Bruno Verner at Against the Slow Cancellation of the Future - Center For Cultural Studies, Goldsmiths University.
Against the Slow Cancellation of the Future - CCS
MA conference at the Centre of Cultural Studies, Goldsmiths - University of London.
An anti-disciplinary conference organized by the MA students of the Centre for Cultural Studies (CCS), Goldsmiths, University of London.
It seems at once obvious and naïve that we look to the future when considering the transformation of society as a project in which we ourselves take part. Though the questioning of the unbridled futurity of modernism is undoubtedly important, we now find ourselves at a point in which forward-looking, transformative or utopian projects are increasingly hard to even imagine.
Our frame of reference is Franco “Bifo” Berardi’s “slow cancellation of the future”, which we in the same breath proclaim our opposition to. Mark Fisher reminds us that its meaning “is not only that sense of termination, but [also] the gradual nature of it”; the future not having been unashamedly ripped from our grasp, but rather stolen away silently, piece by piece.
We are not so presumptuous as to declare the slow cancellation of the future a completed process.

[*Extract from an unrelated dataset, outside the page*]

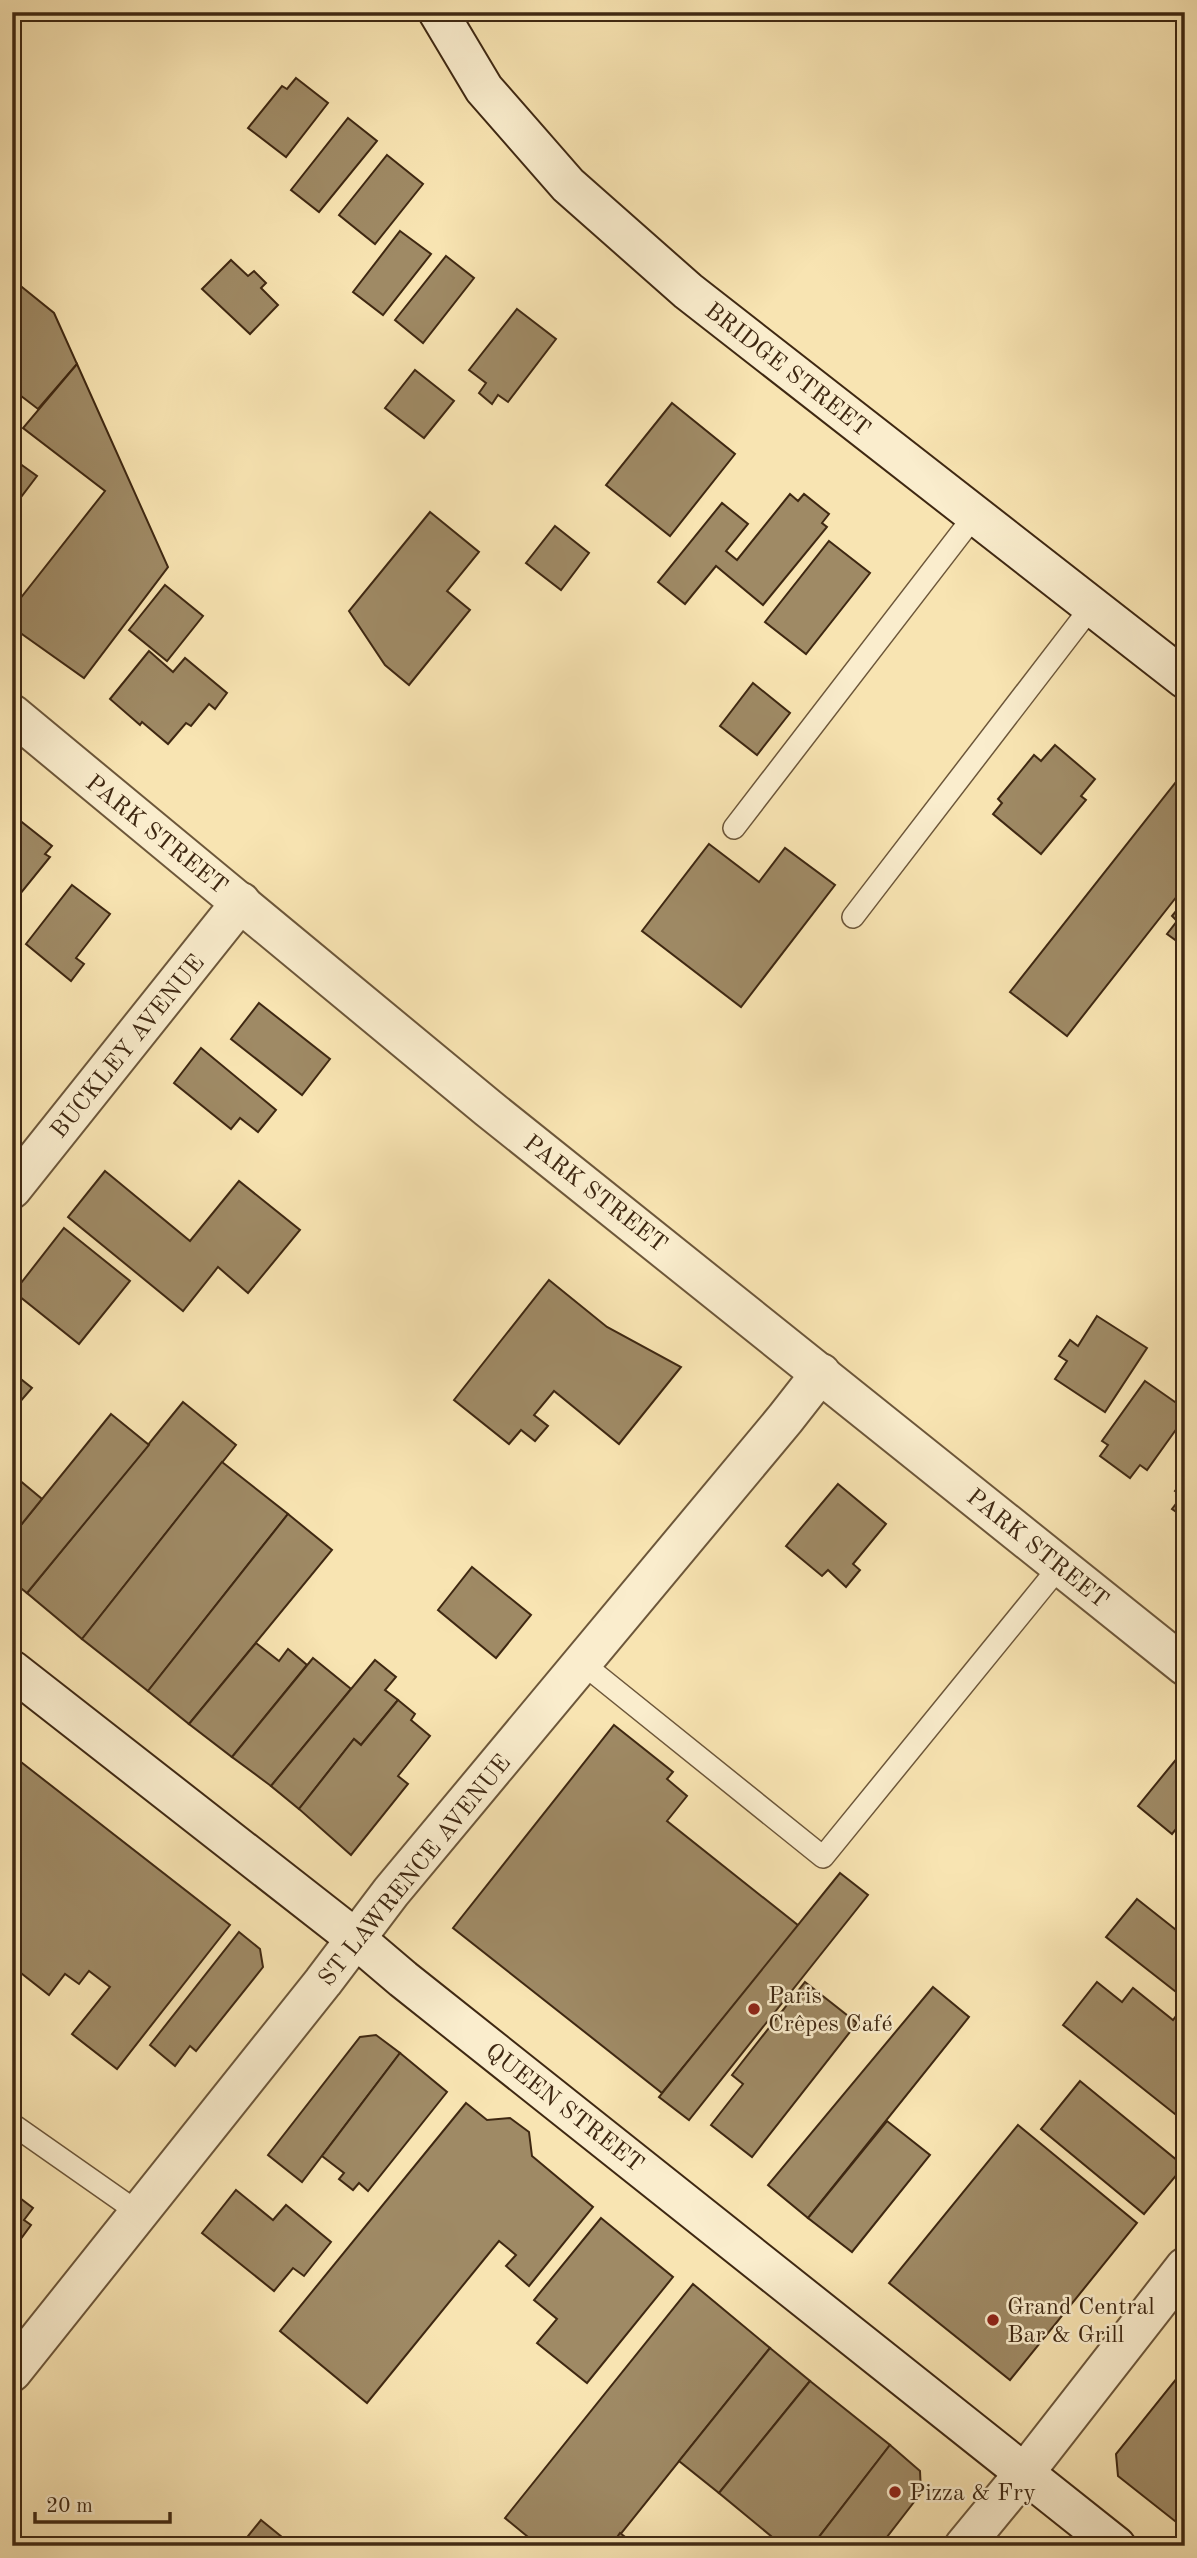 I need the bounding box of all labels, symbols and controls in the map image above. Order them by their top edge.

Indeed it is perhaps in the very moment at which we accept the definitive conclusion of this project – thus admitting it ourselves – that the future truly ceases to exist. And this is precisely why we meet: to discuss what we might do as activists, thinkers, groups and initiatives, against the slow cancellation of the future.
Bruno Verner // No Nights: Post Punk, Death Sambas and Other Transitions in Brazil
Franco ‘Bifo’ Berardi, describes the year 1977 in ‘After the Future’ as a turning point in the history of culture, technology and philosophical thought with the abandonment of the illusions in relation to the ‘utopias of future’ and the arrival of a decade of intense modernization, privatization and functional spirit set by the neoliberal counter-revolution. This new world order signalized the inauguration of an exorbitant capitalist realist pervasive atmosphere on an international scale, altering processes of subjectivity around the world and affecting the forces of desire, creation and action.
Franco ‘Bifo’ Berardi, describes the year 1977 in ‘After the Future’ as a turning point in the history of culture, technology and philosophical thought with the abandonment of the illusions in relation to the ‘utopias of future’ and the arrival of a decade of intense modernization, privatization and functional spirit set by the neoliberal counter-revolution. This new world order signalized the inauguration of an exorbitant capitalist realist pervasive atmosphere on an international scale, altering processes of subjectivity around the world and affecting the forces of desire, creation and action.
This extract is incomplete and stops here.